Ecco perché la Statale surclassa la Bicocca, spiegato con l'oggettività scientifica di un meme:
1. La geolocalizzazione e il fascino della nebbia interna
• Unimi (Festa del Perdono): Studi in un ex ospedale del '400 progettato dal Filarete. Sei in pieno centro, circondato da chiostri rinascimentali dove puoi sederti sui gradini e fingere di essere un intellettuale tormentato del dopoguerra mentre mangi un panino tiepido. Se studi a Città Studi, sperimenti il brivido rétro di laboratori che hanno visto nascere l'internet italiano (e forse qualche dinosauro).

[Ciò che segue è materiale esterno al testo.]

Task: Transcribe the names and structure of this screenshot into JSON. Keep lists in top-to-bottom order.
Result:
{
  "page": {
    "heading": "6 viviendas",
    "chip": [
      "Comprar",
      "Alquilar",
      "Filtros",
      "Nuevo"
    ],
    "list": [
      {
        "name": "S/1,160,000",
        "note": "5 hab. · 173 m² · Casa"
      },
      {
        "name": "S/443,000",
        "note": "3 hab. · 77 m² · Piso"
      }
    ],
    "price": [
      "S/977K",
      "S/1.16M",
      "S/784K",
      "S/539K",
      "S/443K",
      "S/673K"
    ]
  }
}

• Unimib: È letteralmente un quartiere-esperimento sovietico costruito sopra i resti della Pirelli. Gli edifici sono blocchi di cemento armato color rosso mattone e grigio depressione, disposti in modo tale da canalizzare il vento del Nord e creare microclimi artici spontanei. Se c’è la nebbia, a Milano scompare il Duomo; in Bicocca scompare l'intera esistenza.
2. Il superpotere del "Piazza Leonardo" e i labirinti quantistici
• Unimi ha una struttura caotica, soprattutto a Città Studi. I corridoi di Informatica o Fisica non seguono le leggi dello spazio-tempo euclideo. Entri per seguire una lezione di Architettura degli Calcolatori e ti ritrovi in un seminterrato del 1984 a discutere con un server che funziona ancora a schede perforate. Questo sviluppa un problem-solving che la Bicocca si sogna.
• Unimib è una griglia perfetta. U1, U2, U3, U4... Sembra una partita a Battaglia Navale giocata da un ingegnere civile triste. Non c'è brivido. Sapere esattamente dove stai andando toglie tutta la poesia all'ansia universitaria.
3. La fauna locale e la sopravvivenza della specie
• Gli studenti Unimi sono temprati da anni di scioperi dei mezzi vissuti in tempo reale in Via Festa del Perdono o dai viaggi della speranza sulle linee metropolitane storiche. Sanno come difendere l'ultimo millimetro di spazio vitale sul tram 19.
• Gli studenti Unimib vivono nel mito del trenino "Passante" (Greco Pirelli). Una creatura mitologica che, secondo le leggende, passa ogni volta che un professore di Analisi decide di essere clemente. Chi studia in Bicocca passa metà della vita sulla banchina della stazione a guardare il tabellone dei ritardi, sviluppando una pazienza monacale ma zero istinto di sopravvivenza stradale.
4. Il fattore "Esame di Stato" vs "Grande Fratello"
• In Unimi, se un esame va male, puoi dare la colpa all'eco medievale delle mura che ha distorto la tua voce, o al fantasma del Filarete. C'è una dignità storica nel fallimento.
• In Unimib, l'architettura è così geometrica e moderna che se vieni bocciato ti senti respinto da un algoritmo. È come essere eliminati dal Grande Fratello ma senza la copertura mediatica.
In sintesi: la Bicocca ha i pavimenti dritti e gli edifici riscaldati, d'accordo. Ma vuoi mettere il brivido di fare un esame in Unimi sapendo che quelle stesse mura hanno visto la peste del Manzoni? Non c'è storia.